__RECORD EXTRACTS__:
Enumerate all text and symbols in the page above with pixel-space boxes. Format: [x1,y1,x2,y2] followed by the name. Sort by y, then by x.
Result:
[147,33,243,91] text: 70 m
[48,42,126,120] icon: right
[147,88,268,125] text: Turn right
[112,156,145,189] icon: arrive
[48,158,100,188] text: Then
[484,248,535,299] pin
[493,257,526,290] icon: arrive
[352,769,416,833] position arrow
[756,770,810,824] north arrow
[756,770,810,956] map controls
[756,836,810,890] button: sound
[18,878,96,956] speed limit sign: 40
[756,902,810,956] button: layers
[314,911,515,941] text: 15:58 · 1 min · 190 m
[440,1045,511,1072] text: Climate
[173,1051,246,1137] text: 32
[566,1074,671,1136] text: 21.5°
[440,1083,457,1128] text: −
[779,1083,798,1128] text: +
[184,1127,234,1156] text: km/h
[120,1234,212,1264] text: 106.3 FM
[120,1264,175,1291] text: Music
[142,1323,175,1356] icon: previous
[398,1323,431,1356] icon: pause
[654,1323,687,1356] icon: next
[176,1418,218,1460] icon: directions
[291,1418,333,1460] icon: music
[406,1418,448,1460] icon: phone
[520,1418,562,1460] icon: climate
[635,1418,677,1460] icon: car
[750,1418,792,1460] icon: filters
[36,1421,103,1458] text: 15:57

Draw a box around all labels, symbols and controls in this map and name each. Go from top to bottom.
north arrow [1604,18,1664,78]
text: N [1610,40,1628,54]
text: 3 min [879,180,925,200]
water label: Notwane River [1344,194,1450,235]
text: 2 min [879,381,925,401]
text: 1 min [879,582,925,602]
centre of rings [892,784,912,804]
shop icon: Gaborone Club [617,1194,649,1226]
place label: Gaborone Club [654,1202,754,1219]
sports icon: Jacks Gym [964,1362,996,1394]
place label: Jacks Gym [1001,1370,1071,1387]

__TRY IT__: Line by line, reproduce the data above exactly.

__ANSWER SPACE__:
Enumerate all text and symbols in the page above with pixel-space boxes. Format: [x1,y1,x2,y2] followed by the name. Sort by y, then by x.
Result:
[147,33,243,91] text: 70 m
[48,42,126,120] icon: right
[147,88,268,125] text: Turn right
[112,156,145,189] icon: arrive
[48,158,100,188] text: Then
[484,248,535,299] pin
[493,257,526,290] icon: arrive
[352,769,416,833] position arrow
[756,770,810,824] north arrow
[756,770,810,956] map controls
[756,836,810,890] button: sound
[18,878,96,956] speed limit sign: 40
[756,902,810,956] button: layers
[314,911,515,941] text: 15:58 · 1 min · 190 m
[440,1045,511,1072] text: Climate
[173,1051,246,1137] text: 32
[566,1074,671,1136] text: 21.5°
[440,1083,457,1128] text: −
[779,1083,798,1128] text: +
[184,1127,234,1156] text: km/h
[120,1234,212,1264] text: 106.3 FM
[120,1264,175,1291] text: Music
[142,1323,175,1356] icon: previous
[398,1323,431,1356] icon: pause
[654,1323,687,1356] icon: next
[176,1418,218,1460] icon: directions
[291,1418,333,1460] icon: music
[406,1418,448,1460] icon: phone
[520,1418,562,1460] icon: climate
[635,1418,677,1460] icon: car
[750,1418,792,1460] icon: filters
[36,1421,103,1458] text: 15:57

Draw a box around all labels, symbols and controls in this map and name each. Go from top to bottom.
north arrow [1604,18,1664,78]
text: N [1610,40,1628,54]
text: 3 min [879,180,925,200]
water label: Notwane River [1344,194,1450,235]
text: 2 min [879,381,925,401]
text: 1 min [879,582,925,602]
centre of rings [892,784,912,804]
shop icon: Gaborone Club [617,1194,649,1226]
place label: Gaborone Club [654,1202,754,1219]
sports icon: Jacks Gym [964,1362,996,1394]
place label: Jacks Gym [1001,1370,1071,1387]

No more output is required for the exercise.